How to complete this task.
Read the data, and whenever a line holds the word "compass", report that line.

Records to use.
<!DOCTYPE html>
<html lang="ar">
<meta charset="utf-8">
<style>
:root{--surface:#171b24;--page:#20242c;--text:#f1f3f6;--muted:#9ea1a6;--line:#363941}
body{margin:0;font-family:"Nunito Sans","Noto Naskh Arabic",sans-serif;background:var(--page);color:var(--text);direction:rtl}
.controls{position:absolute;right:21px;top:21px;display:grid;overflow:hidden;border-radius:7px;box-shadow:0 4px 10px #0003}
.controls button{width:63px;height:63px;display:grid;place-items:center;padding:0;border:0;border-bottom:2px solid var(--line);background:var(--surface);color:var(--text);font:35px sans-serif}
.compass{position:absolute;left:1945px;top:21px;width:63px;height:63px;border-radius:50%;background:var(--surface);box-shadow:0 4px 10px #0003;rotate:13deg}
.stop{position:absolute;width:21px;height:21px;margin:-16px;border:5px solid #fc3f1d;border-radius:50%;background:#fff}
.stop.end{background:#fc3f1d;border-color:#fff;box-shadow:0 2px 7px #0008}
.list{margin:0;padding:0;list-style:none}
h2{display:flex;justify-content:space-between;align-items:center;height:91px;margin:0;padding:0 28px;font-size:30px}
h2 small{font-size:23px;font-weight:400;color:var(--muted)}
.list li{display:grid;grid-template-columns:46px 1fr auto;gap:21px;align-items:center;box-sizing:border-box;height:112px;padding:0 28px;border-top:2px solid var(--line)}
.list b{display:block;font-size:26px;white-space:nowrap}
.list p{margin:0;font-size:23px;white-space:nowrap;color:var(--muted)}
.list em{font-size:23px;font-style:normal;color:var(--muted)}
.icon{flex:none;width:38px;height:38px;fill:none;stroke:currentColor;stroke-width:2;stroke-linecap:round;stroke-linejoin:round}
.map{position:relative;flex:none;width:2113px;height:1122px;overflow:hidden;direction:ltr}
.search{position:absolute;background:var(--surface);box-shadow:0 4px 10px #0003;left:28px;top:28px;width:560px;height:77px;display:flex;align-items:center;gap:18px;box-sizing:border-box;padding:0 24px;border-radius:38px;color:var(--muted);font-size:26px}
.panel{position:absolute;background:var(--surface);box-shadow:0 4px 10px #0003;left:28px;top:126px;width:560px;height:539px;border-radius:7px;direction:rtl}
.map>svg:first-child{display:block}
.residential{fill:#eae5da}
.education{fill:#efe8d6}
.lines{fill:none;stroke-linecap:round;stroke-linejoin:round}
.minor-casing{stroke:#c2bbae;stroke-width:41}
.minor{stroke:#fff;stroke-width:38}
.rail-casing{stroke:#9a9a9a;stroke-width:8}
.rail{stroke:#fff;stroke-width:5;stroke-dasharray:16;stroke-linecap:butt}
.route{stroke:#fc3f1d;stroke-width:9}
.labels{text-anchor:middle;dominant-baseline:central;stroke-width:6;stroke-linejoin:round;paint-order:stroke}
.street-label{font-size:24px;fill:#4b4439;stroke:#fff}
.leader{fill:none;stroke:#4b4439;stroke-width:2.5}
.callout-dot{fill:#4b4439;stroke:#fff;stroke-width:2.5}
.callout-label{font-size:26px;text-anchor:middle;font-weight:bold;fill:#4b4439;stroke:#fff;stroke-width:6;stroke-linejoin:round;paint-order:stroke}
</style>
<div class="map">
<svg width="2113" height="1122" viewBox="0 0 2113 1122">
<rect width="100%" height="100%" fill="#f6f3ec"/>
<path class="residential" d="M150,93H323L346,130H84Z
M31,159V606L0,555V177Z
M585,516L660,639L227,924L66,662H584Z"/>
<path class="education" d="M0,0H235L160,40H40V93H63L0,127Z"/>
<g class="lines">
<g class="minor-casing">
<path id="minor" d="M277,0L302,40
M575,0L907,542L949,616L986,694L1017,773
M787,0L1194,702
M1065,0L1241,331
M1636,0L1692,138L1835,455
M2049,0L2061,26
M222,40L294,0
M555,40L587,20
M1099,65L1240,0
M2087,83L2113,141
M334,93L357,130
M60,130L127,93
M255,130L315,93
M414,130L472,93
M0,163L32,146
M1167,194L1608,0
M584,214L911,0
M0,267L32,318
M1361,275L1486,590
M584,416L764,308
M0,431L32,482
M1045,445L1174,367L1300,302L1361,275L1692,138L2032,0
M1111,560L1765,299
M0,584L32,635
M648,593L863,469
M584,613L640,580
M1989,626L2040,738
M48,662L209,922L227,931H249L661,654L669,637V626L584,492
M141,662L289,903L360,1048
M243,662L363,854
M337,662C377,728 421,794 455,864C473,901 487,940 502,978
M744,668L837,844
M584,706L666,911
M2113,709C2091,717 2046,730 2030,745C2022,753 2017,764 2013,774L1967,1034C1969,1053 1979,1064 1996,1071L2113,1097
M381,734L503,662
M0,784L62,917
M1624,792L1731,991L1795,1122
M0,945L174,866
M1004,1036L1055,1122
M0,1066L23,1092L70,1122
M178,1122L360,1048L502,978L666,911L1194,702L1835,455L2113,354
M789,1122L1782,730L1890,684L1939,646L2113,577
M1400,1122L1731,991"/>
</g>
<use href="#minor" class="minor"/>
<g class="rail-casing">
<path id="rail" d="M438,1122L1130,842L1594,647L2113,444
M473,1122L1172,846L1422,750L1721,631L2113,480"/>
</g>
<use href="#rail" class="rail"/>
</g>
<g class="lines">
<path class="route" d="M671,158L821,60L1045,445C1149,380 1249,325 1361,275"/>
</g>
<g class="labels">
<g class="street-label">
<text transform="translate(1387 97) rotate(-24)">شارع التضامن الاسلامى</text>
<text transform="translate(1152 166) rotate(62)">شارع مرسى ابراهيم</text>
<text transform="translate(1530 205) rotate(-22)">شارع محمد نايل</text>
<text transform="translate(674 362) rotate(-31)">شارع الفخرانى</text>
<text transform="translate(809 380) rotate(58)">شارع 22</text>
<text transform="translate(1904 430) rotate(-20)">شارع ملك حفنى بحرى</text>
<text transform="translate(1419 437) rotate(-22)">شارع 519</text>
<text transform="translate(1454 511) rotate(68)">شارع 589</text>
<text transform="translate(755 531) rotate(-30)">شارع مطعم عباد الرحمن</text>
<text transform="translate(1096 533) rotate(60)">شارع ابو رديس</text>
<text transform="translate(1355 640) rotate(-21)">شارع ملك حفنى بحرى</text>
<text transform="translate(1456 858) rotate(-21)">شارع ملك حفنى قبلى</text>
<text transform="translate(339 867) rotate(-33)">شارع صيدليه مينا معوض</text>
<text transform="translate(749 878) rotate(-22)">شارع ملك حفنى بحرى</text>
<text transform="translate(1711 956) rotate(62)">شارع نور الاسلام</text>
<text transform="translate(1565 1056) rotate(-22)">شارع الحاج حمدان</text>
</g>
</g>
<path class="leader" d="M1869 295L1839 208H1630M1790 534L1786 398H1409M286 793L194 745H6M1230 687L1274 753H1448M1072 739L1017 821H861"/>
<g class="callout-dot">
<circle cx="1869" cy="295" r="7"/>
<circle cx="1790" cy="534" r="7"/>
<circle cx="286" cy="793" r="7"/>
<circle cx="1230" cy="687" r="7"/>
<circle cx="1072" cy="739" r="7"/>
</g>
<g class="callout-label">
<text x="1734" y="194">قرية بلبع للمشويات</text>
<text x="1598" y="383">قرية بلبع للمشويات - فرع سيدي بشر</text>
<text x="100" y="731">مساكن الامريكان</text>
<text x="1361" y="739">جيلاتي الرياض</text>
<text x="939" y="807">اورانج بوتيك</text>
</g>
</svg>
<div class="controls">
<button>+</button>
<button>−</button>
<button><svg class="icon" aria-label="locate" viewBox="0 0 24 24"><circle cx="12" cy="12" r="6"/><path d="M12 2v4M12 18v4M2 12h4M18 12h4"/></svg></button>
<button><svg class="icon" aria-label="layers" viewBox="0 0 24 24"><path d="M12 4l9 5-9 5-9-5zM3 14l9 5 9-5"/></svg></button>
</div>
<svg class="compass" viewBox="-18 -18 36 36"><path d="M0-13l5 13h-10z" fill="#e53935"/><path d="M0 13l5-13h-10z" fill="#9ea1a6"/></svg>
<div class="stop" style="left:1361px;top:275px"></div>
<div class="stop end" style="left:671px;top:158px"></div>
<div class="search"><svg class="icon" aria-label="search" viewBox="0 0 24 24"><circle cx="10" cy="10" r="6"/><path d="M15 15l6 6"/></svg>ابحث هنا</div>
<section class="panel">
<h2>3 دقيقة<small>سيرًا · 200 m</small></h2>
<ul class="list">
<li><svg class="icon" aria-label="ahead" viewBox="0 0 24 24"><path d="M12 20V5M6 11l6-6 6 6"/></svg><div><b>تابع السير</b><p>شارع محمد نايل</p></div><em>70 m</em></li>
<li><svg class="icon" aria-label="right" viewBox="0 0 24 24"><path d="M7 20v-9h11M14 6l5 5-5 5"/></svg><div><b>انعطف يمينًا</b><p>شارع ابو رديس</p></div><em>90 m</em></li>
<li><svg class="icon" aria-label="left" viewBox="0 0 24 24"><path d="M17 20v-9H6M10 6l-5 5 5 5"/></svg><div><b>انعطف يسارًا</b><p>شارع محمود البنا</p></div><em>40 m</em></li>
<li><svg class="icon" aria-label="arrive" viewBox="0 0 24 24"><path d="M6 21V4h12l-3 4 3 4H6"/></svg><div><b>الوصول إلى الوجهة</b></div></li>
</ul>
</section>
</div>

---

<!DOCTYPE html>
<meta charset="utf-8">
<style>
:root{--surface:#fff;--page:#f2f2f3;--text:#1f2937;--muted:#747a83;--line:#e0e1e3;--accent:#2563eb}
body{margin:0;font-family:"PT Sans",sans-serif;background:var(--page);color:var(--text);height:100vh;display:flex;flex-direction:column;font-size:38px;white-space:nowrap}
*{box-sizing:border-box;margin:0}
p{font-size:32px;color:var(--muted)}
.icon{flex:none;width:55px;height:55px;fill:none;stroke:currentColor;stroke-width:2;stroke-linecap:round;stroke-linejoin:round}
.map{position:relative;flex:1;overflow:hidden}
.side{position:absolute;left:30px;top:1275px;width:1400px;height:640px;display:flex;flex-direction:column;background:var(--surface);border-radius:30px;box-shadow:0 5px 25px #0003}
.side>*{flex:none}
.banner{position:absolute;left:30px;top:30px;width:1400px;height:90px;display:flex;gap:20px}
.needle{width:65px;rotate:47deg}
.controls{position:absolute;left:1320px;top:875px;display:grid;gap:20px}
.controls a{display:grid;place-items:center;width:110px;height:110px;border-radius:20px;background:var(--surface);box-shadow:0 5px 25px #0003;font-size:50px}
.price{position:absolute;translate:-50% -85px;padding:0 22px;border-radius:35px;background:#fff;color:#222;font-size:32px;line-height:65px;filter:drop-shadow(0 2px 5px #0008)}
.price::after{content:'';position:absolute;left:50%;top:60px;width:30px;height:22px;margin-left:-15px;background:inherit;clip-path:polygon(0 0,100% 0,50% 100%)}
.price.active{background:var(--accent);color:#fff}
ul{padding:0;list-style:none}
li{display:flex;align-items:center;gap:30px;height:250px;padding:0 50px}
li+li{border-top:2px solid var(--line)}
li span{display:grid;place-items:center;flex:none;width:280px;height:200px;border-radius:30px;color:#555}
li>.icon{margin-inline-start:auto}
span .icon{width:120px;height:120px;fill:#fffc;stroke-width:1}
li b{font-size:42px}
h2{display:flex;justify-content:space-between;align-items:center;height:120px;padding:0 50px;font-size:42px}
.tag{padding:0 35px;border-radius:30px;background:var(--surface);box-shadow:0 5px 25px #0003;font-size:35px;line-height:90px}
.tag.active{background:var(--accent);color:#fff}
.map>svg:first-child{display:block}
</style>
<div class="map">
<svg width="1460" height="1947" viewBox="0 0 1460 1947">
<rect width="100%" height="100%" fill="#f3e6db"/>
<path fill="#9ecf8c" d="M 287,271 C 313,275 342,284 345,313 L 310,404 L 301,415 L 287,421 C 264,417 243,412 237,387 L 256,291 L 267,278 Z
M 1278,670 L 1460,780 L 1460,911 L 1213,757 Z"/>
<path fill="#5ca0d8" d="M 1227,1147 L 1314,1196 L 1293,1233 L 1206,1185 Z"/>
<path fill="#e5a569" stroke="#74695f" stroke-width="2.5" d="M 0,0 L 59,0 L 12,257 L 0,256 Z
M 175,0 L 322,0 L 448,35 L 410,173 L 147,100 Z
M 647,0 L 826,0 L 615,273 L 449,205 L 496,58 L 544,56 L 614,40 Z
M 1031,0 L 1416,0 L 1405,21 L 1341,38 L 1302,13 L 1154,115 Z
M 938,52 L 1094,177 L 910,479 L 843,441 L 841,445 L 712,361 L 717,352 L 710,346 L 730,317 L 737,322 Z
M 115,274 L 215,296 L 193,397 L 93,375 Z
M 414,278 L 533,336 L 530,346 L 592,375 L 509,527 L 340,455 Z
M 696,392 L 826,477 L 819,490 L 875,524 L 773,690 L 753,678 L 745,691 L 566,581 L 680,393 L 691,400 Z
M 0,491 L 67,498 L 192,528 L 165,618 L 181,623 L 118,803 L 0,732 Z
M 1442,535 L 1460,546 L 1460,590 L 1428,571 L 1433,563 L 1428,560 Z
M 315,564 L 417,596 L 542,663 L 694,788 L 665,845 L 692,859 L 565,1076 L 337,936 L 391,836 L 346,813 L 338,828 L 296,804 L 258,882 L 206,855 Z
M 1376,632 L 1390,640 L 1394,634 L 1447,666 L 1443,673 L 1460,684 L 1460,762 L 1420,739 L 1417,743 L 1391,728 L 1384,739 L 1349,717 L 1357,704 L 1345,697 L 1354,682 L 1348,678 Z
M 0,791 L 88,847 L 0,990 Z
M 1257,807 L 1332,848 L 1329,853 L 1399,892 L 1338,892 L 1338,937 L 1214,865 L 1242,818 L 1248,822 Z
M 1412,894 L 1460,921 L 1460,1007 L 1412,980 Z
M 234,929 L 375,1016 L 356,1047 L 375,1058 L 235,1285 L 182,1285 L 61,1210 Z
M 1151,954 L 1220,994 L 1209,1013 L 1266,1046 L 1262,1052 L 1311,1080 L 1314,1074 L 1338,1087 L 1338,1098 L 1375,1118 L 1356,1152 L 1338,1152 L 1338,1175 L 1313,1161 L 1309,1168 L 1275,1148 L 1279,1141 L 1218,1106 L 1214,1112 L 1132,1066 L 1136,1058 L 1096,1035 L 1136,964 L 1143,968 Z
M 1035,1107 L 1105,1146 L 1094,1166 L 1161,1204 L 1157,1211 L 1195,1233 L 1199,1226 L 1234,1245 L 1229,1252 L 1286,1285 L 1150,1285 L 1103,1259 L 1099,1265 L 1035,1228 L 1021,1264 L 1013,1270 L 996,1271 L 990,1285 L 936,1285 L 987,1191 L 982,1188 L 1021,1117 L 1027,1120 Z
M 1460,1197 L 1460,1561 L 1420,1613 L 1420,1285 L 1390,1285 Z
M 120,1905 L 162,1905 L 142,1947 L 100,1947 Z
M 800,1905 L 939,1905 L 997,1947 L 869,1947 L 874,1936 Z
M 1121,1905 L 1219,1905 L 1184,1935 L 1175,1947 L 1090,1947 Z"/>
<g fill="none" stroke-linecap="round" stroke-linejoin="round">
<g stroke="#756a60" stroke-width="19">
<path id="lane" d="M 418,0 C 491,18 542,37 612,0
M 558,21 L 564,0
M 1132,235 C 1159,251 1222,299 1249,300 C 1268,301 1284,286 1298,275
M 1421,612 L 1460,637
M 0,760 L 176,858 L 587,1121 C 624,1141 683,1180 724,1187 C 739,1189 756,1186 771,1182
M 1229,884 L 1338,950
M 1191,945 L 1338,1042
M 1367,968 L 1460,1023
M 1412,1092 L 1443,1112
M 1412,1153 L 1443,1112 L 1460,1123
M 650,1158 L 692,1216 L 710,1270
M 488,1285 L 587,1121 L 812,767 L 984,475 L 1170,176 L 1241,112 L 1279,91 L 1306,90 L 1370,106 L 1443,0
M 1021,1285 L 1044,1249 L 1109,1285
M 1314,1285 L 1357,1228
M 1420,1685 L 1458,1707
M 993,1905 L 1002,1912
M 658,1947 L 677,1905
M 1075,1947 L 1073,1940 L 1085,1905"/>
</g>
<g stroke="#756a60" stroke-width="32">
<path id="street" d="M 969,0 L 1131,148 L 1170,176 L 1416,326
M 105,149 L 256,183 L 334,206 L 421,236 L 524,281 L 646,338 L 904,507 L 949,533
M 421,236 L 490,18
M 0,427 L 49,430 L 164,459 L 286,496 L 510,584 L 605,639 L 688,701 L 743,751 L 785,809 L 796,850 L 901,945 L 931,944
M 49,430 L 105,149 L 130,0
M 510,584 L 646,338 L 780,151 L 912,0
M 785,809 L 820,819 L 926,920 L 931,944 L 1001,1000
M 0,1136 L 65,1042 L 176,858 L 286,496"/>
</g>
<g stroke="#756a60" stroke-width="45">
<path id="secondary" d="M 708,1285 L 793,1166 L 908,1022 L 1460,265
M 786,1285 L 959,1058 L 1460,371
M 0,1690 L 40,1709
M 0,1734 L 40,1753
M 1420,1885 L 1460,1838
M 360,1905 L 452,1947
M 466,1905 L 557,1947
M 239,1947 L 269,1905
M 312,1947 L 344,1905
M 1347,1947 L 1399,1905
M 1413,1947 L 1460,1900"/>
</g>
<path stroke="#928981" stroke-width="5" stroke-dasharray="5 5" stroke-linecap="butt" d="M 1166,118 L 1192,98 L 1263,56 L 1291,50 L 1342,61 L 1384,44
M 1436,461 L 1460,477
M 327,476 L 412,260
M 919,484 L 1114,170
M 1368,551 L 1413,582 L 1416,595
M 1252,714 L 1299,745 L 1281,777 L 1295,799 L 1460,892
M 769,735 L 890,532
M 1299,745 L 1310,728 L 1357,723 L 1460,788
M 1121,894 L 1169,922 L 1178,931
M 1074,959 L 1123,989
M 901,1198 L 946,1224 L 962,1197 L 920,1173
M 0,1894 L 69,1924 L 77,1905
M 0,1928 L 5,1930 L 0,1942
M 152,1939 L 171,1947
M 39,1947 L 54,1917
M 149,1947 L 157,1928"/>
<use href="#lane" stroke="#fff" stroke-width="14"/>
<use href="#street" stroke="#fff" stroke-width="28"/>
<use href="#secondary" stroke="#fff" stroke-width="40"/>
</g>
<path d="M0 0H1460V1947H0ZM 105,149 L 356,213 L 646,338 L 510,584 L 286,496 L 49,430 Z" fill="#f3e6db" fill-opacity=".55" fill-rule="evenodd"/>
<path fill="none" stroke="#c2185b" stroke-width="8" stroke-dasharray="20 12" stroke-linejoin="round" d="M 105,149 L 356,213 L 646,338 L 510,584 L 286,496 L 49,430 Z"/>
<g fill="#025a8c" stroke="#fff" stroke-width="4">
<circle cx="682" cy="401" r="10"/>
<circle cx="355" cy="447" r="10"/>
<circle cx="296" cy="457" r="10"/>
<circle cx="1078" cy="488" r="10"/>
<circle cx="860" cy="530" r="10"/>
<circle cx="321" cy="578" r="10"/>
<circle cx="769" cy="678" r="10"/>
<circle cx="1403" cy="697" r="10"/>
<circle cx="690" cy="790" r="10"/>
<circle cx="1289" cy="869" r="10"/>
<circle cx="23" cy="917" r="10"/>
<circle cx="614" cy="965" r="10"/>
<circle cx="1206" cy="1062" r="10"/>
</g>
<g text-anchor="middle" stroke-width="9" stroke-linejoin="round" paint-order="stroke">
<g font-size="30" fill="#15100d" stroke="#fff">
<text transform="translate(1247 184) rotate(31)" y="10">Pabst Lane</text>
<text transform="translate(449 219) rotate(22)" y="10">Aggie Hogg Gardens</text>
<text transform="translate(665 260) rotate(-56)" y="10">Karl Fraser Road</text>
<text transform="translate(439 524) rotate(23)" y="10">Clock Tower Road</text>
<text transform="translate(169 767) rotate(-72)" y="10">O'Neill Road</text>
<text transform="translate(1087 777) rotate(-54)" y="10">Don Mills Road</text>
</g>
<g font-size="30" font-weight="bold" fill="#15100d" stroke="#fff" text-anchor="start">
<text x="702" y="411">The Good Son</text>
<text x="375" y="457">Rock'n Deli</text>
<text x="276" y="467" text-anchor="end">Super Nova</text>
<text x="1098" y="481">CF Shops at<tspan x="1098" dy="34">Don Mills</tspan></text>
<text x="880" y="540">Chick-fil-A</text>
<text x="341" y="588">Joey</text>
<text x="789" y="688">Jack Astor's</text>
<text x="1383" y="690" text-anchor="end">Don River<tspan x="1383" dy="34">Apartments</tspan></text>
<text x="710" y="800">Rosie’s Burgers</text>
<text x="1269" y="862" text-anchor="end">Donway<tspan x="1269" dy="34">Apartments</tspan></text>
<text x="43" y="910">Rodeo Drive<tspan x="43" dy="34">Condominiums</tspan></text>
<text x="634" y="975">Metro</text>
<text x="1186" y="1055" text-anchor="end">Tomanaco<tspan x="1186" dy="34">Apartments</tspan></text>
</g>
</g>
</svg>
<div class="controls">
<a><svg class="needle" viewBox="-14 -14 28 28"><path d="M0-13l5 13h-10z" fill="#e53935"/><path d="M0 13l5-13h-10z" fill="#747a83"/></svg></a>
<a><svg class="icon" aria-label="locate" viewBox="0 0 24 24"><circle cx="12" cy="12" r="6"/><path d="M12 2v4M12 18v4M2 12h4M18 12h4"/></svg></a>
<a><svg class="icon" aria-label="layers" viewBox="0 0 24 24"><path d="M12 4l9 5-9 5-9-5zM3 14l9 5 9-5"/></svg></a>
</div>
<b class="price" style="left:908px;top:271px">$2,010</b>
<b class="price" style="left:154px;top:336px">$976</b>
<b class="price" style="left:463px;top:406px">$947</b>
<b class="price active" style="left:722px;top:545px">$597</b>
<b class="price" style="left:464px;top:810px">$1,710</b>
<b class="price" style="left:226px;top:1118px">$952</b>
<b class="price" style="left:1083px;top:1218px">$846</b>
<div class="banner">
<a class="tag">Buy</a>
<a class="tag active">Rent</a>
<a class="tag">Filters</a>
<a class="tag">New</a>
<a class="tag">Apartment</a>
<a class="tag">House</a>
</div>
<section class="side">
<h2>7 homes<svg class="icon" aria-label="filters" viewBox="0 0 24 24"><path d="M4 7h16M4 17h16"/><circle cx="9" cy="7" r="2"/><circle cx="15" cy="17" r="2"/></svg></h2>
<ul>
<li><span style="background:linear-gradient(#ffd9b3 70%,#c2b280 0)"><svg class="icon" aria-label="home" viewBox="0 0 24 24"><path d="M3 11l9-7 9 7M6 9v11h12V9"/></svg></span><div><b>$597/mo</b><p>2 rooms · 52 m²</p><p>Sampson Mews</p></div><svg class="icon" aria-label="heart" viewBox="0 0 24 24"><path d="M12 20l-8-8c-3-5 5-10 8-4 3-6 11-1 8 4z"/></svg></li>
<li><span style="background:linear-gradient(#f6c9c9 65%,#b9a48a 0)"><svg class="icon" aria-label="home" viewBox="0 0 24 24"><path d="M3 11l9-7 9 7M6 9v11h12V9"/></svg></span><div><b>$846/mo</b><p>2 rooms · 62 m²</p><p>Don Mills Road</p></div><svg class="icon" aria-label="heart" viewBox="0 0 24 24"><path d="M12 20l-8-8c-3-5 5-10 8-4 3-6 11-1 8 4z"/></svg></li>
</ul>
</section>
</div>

Result of this exercise.
.compass{position:absolute;left:1945px;top:21px;width:63px;height:63px;border-radius:50%;background:var(--surface);box-shadow:0 4px 10px #0003;rotate:13deg}
<svg class="compass" viewBox="-18 -18 36 36"><path d="M0-13l5 13h-10z" fill="#e53935"/><path d="M0 13l5-13h-10z" fill="#9ea1a6"/></svg>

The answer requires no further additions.